I currently have a piece of code which spawns multiple processes as follows:
pool = Pool(processes=None)
results = [pool.apply(f, args=(arg1, arg2, arg3)) for arg3 in arg_list]
My idea was that this would divide the work across cores, using all cores available since processes=None
. However, the documentation for the Pool.apply()
method in the multiprocessing module docs reads:
Equivalent of the apply() built-in function. It blocks until the result is ready, so apply_async() is better suited for performing work in parallel. Additionally, func is only executed in one of the workers of the pool.
First question:
I don't clearly understand this.
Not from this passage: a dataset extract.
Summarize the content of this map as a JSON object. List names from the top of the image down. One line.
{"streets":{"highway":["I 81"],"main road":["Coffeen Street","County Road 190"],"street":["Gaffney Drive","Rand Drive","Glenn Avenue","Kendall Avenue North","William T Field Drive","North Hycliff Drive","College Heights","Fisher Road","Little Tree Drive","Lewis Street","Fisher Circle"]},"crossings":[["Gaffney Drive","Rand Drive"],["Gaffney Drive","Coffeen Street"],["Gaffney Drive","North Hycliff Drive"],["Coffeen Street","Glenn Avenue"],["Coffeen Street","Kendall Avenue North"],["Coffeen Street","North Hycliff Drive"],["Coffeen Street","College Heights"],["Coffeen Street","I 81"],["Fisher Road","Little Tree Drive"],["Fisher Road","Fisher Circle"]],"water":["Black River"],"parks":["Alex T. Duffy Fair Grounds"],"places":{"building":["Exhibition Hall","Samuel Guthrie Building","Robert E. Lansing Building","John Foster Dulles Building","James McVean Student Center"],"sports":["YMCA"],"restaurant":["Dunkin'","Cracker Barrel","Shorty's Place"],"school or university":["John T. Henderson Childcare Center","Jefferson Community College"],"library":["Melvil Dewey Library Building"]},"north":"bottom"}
How does apply
distribute the work across workers, and in what way is it different from what apply_async
does? If the tasks get distributed across workers, how is it possible that func
is only executed in one of the workers?
My guess: my guess would be that the apply
, in my current implementation, is giving a task to a worker with a certain set of arguments, then waiting for that worker to be done, and then giving the next set of arguments to another worker. In this way I am sending work to different processes, yet no parallelism is taking place. This seems to be the case since apply
is in fact just:
def apply(self, func, args=(), kwds={}):
'''
Equivalent of `func(*args, **kwds)`.
Pool must be running.
'''
return self.apply_async(func, args, kwds).get()
Second question: I would also like to understand better why, in the introduction of the docs, section 16.6.1.5. ('Using a pool of workers'), they say that even a construction with apply_async
such as
[pool.apply_async(os.getpid, ()) for i in range(4)]
may use more processes, but it isn't sure that it will. What decides whether multiple processes will be used?